"I once heard a rumor that there actually is a company with two integration teams that actually meet and talk once or twice a year. Just a rumor, mind you."...then to the post by Lorrain Lawson "Overcoming IT Siloes on the Road to SOA Success":
"Lorraine Lawson brought up the whole issue of silos and lack of communication in a recent post, and the implications for SOA. Namely, that SOA not only requires developers to know what other developers are doing, but that the business know what developers are doing, and visa-versa. Lorraine cites the example of one IT professional who had no idea what his coworkers did all day."
"I’ve also heard it said that competency centers also lift SOA matters above the grind of organizational politics. SOA projects can be prioritized according to the needs of the business at large, and not to serve the agenda of one business unit. Essentially, they can be silo-agnostic. (How’s that for a new term?)"

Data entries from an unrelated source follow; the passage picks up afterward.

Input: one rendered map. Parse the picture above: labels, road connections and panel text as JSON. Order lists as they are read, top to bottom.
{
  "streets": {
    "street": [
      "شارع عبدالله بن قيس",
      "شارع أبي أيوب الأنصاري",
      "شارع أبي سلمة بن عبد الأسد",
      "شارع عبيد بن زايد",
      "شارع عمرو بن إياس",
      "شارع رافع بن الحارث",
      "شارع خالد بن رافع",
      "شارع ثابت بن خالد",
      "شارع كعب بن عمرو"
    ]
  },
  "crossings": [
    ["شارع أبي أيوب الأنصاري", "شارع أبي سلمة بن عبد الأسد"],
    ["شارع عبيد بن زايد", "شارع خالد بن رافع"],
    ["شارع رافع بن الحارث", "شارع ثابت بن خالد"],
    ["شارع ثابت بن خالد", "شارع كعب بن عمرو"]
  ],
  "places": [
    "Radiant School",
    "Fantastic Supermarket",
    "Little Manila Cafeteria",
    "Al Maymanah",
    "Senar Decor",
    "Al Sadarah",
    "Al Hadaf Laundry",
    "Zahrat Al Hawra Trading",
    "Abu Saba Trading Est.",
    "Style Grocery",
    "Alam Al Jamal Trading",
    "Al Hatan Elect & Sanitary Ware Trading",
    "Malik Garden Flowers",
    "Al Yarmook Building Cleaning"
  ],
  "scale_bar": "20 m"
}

"I’m hoping and, frankly, assuming, that most organizations aren’t quite that dysfunctional. Still, even if your developers are 25 percent more talkative and social than the ones in my friend’s workplace, you can see how organizational issues within IT could be a big barrier for successful service-oriented architecture."...and then back to the post "Organizing for SOA Success" Eric Roch:
"SOA requires developers to know what other developers are doing – hence, you have repositories and registries. But even with these technology solutions, how the IT organization interacts internally and with the business is a common problem for SOA implementations, says Eric Roch"

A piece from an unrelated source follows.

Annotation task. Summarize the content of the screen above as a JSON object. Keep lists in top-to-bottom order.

"While most IT organizations are focused on the technology aspects of SOA a common barrier to SOA success is IT organization itself and how the organization interacts internally and with the business. IT organizational change is needed for SOA governance including the adoption of a SOA software development lifecycle and the runtime governance of shared services and the components that support them"...and then finally back to a video clip of a customer (Luxottica) who according to Eric Roch is "linking their success to the SOA organizational structure and roadmap". It is worth checking out. To quote one of the persons appearing in the video, Ken Faw who is Director of Integration Strategies at Perficient:
"The best practice for SOA organization is to establish a Competency Center to own the services catalog, common schemas and governance processes. But a SOA Competency Center does not just spring up overnight, nor will it address cross-functional barriers without participation from other IT entities."
"To overcome organizational barriers I recommend forming a cross-functional SOA Steering Committee composed of the leader of the enterprise SOA initiative, a lead architect from each functional-application system and an enterprise architect"
"We don't have to have a massive governance effort. We have to get it to fit in into the whole evolution of people's intuition, their capacity to absorb it. To me, service-oriented architecture is bigger than the entry point - its the plane, it's the whole transformation of intuition that is going to happen to people, that helps them to become more autonomous agents, working in parallel to achieve multiple business objectives."
Yes folks, there we have the mysterious main ingredient in the recipe of success again: PEOPLE. The main ingredient is not technology, nor is it the organization in itself. It is the people, how they think and behave. And the problem with people is that if you can't do it with them, you can't do it without them either. Wouldn't it be easier if it was all just a technology thing, about bits and bytes?